Finding the correct combination of boundary and jitter error rates to yield a particular precision/recall can be tedious. The following table can be used as a starting point. In general, increasing the jitter error decreases precision, and increasing the boundary error decreases recall. Note that these precision/recall rates were derived using CNAsim with default parameter values and 100 cells.

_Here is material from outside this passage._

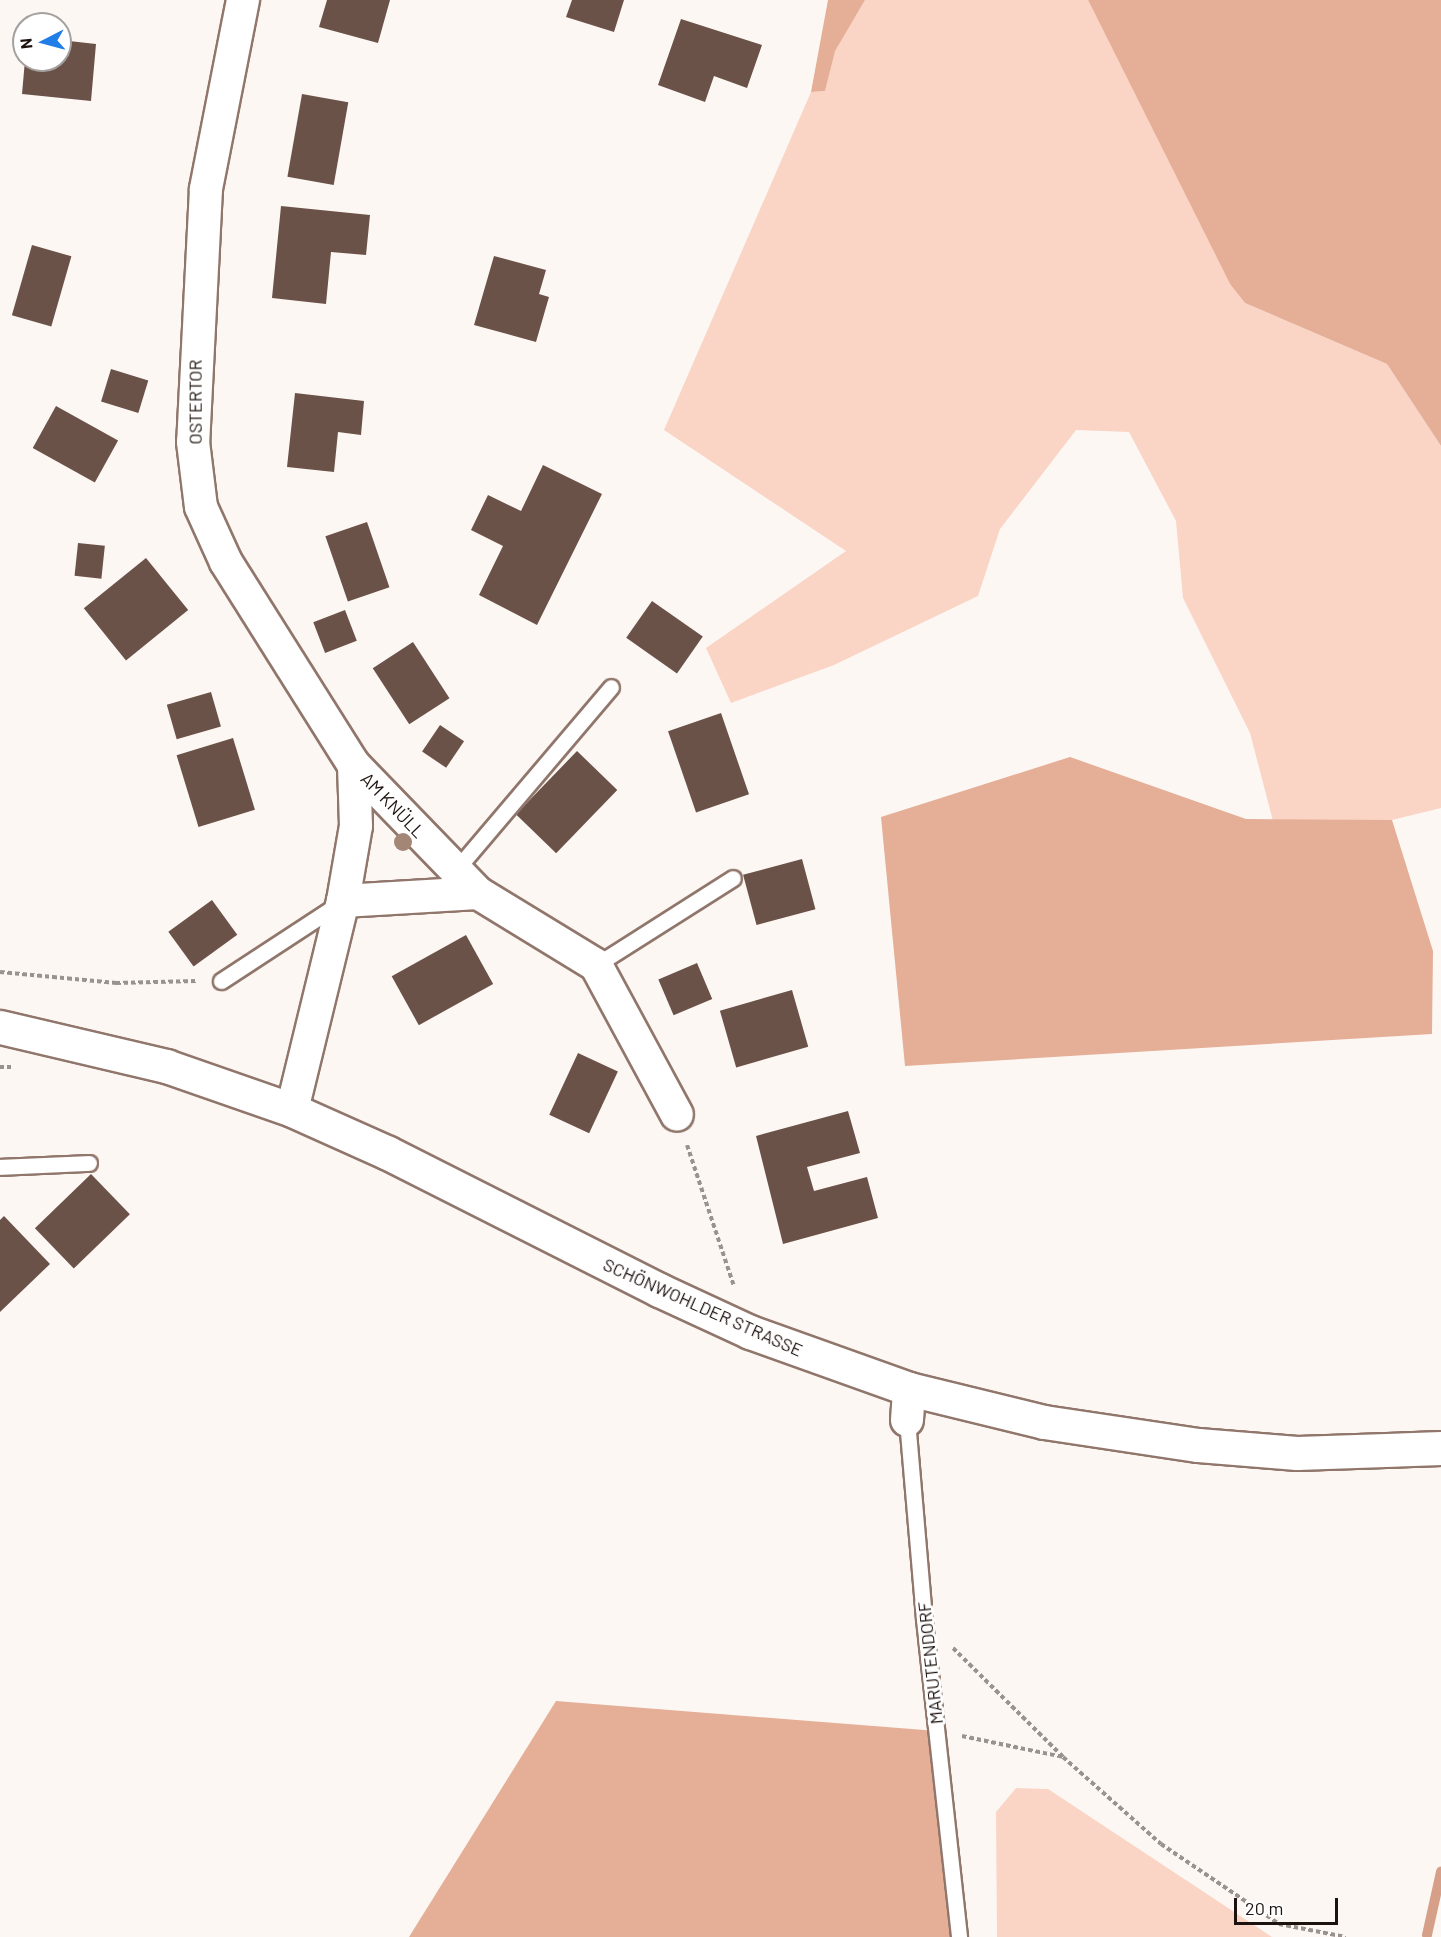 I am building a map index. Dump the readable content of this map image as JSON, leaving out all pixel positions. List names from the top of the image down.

Sample error rate combinations

E1	E2	Precision	Recall	E1	E2	Precision	Recall
0.01	0.05	0.963	0.956	0.02	0.05	0.905	0.860
	0.1	0.850	0.940		0.1	0.774	0.856
	0.15	0.616	0.934		0.15	0.619	0.858
0.04	0.05	0.841	0.762	0.06	0.05	0.830	0.727
	0.1	0.738	0.784		0.1	0.687	0.670
	0.15	0.527	0.757		0.15	0.568	0.725
0.08	0.05	0.775	0.662	0.1	0.05	0.744	0.598
	0.1	0.643	0.654		0.1	0.645	0.619
	0.15	0.512	0.662		0.15	0.478	0.624
0.12	0.05	0.721	0.580	0.14	0.05	0.709	0.550
	0.1	0.604	0.587		0.1	0.624	0.577
	0.15	0.437	0.583		0.15	0.464	0.568

In practice, the precision and recall of an existing method may not be known. While less efficient than generating CNPs directly, CNAsim can be used to evaluate the precision/recall of existing CNA detection algorithms using sequencing data. First,run CNAsim under mode set to 2 in order to output both ground truth copy number profiles and sequencing reads. Second, apply the CNA detection algorithm to the sequencing reads to obtain ‘noisy’ copy number profiles. Third, apply the eval_error.py script as described above. This will yield the precision and recall of the algorithm. The benefit of doing this process is that for any subsequent experiments that require CNP data, the user can generate the CNPs directly with error patterns representative of the existing CNA detection algorithm.